Work to complete: Among the entries below, how many lines include "name"? Answer with the number only.

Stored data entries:
+ + + + +
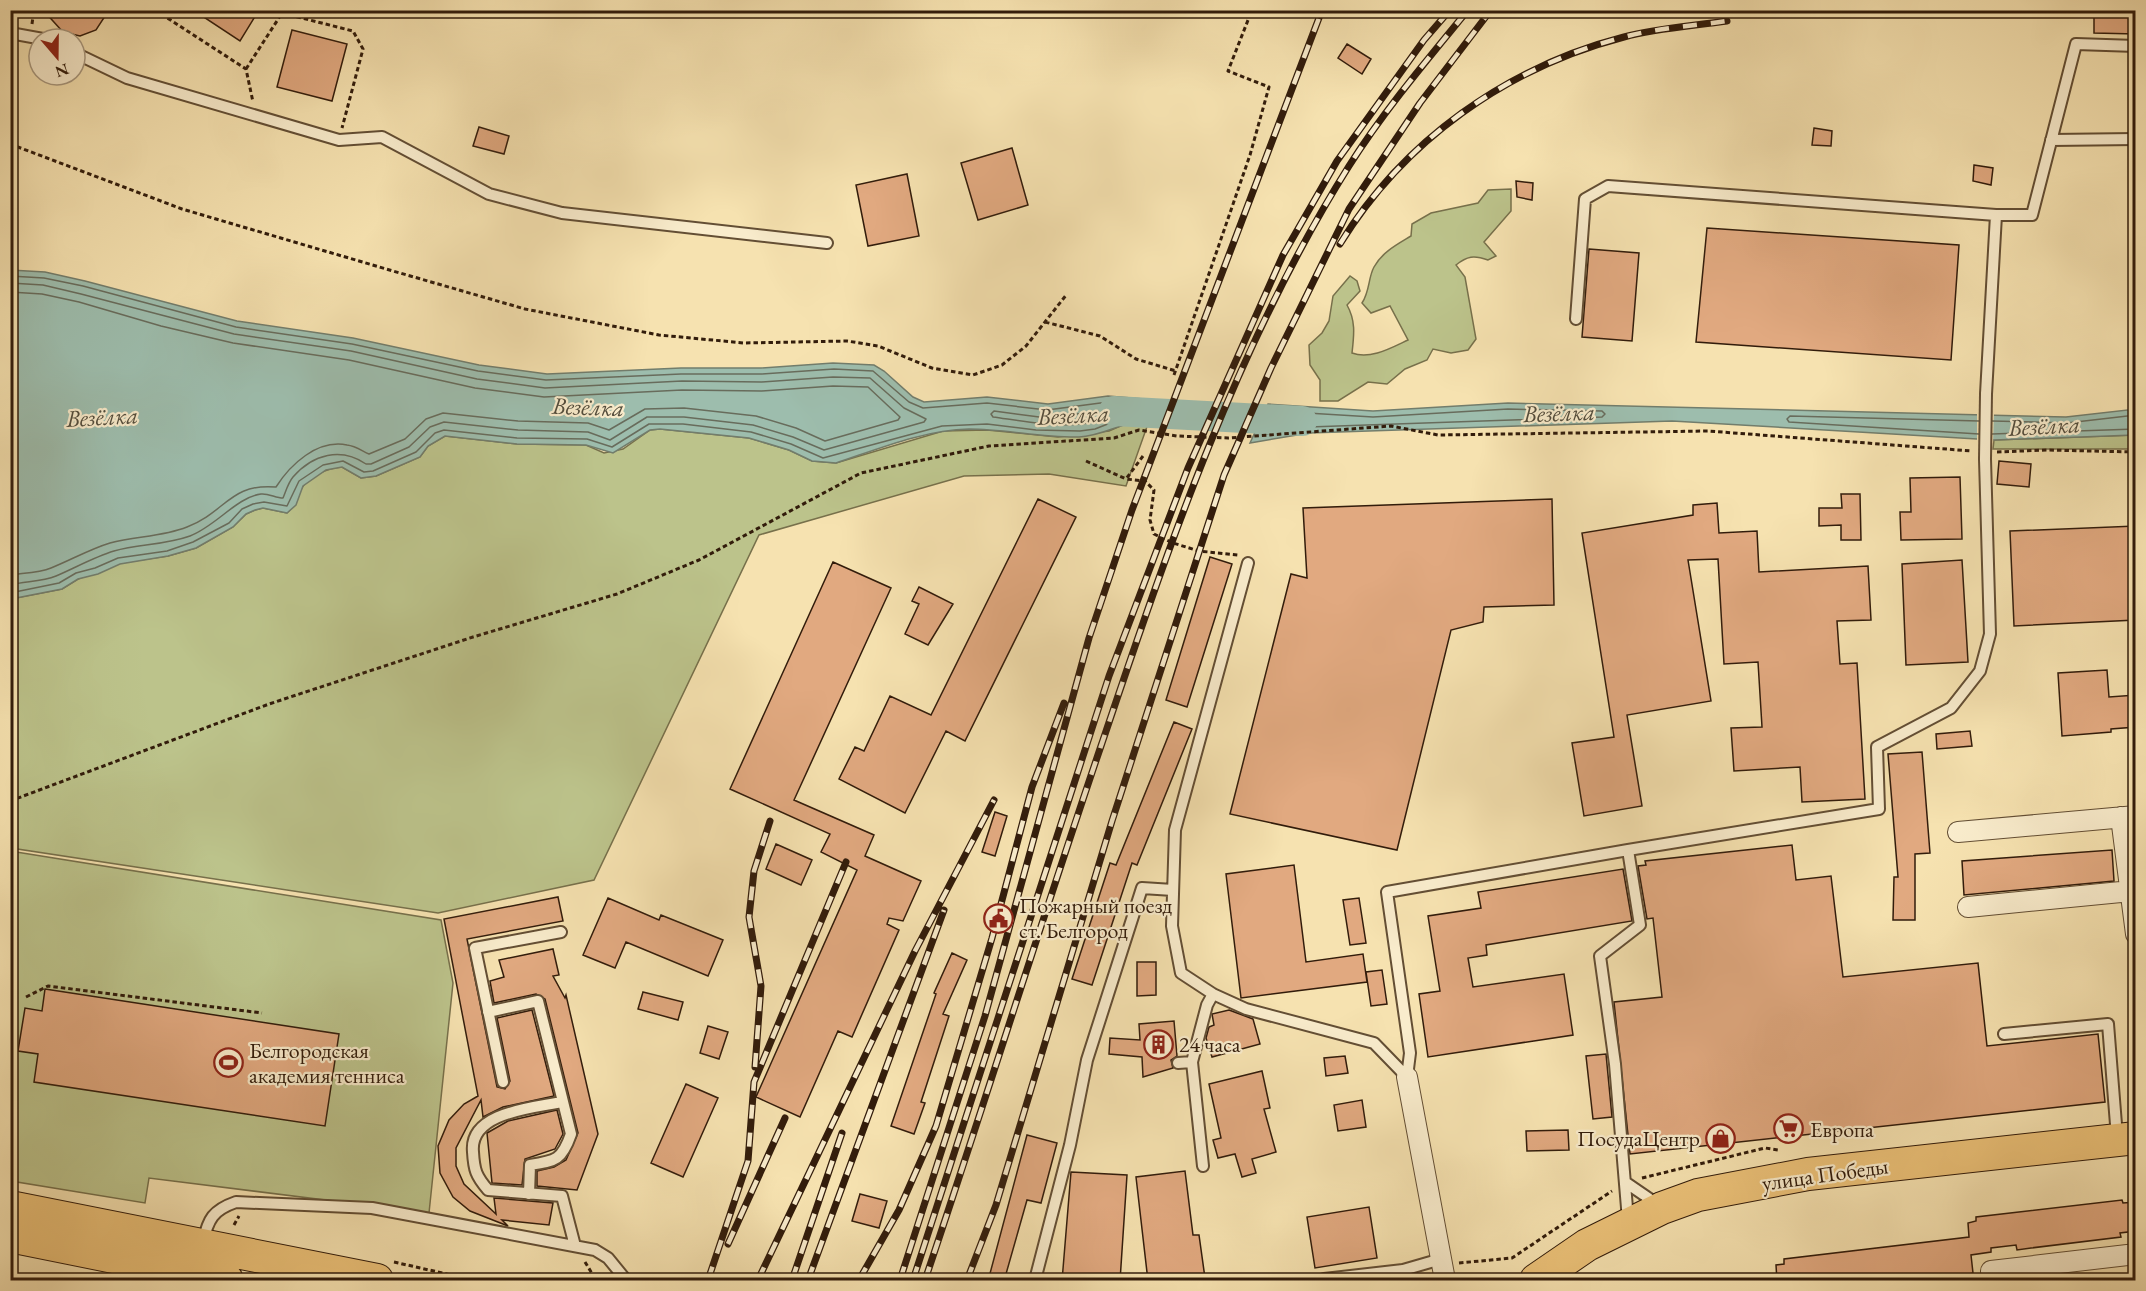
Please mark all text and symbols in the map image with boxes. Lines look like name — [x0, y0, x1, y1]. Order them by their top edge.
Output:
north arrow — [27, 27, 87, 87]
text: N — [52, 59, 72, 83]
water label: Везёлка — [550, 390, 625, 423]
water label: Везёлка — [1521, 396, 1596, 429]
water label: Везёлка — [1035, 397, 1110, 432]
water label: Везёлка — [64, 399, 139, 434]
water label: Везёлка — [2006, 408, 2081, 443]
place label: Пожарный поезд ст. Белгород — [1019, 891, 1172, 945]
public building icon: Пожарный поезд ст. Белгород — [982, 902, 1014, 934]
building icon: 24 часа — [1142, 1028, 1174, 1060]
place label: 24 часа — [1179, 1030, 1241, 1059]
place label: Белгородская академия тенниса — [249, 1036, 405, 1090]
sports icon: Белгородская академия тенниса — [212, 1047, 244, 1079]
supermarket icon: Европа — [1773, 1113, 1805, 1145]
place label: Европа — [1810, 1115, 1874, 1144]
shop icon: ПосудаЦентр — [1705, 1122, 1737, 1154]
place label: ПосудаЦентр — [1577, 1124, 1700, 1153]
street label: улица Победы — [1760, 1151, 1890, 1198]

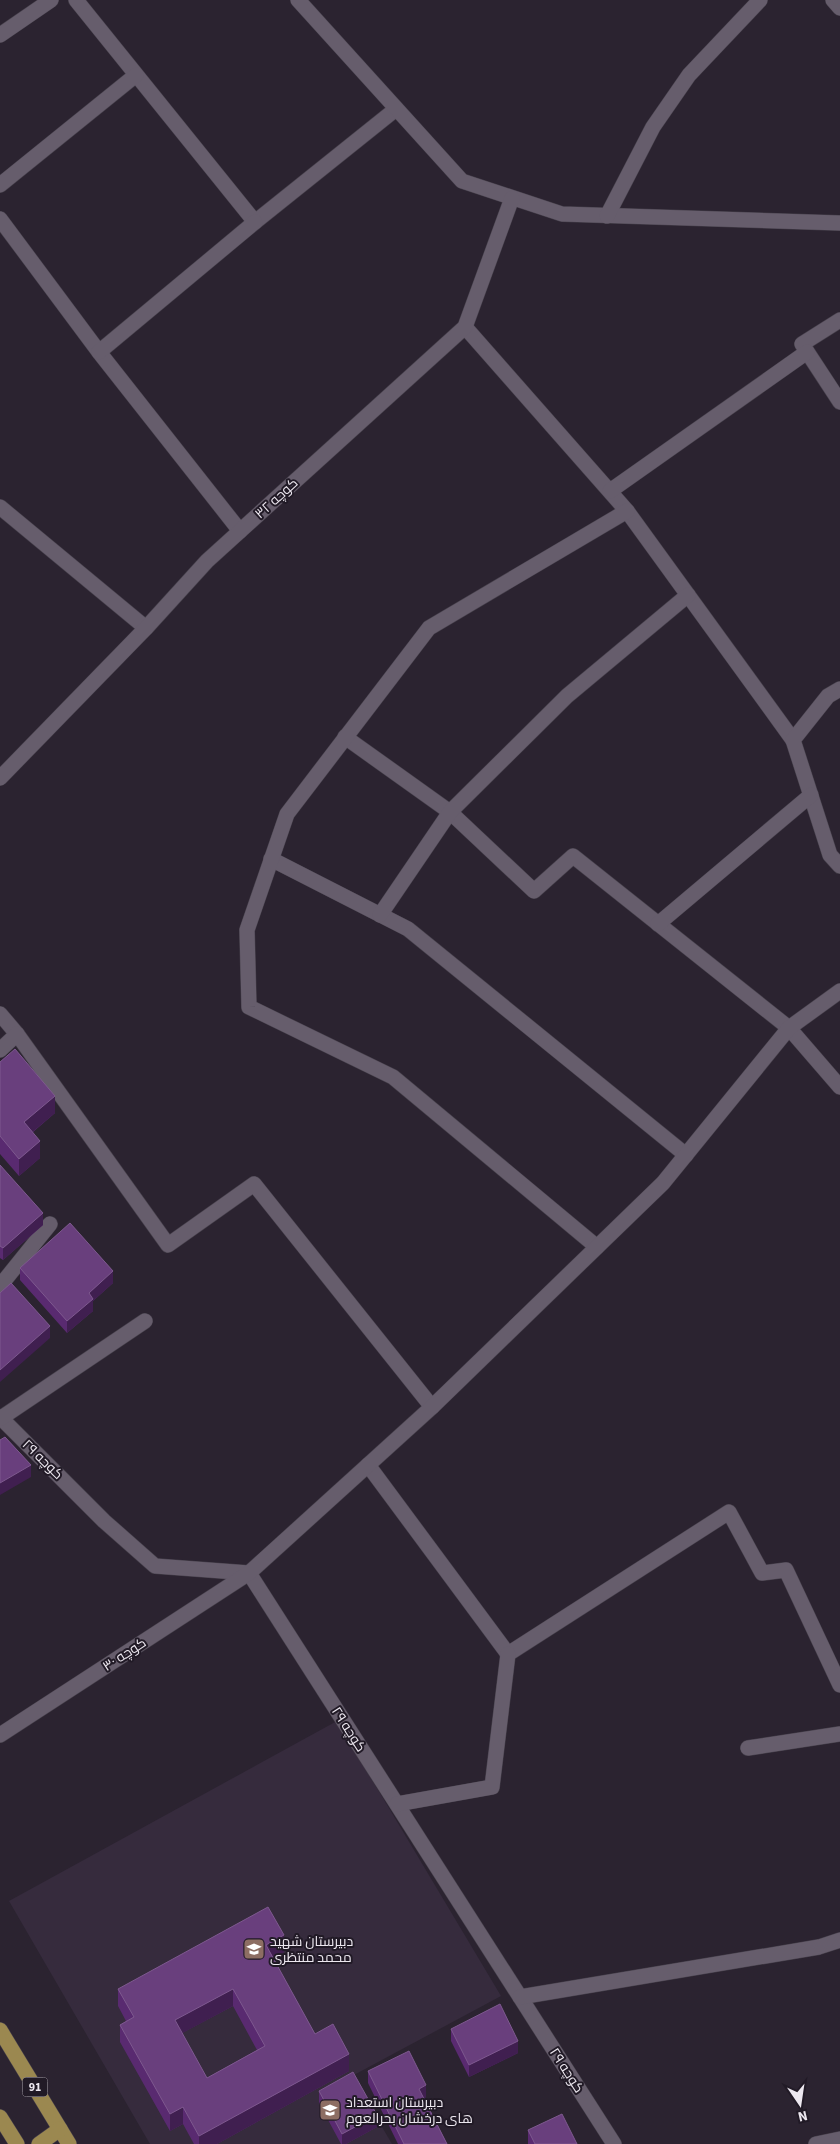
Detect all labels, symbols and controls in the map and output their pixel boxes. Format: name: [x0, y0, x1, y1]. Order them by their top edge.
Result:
+ + + + +
Exercise result: 2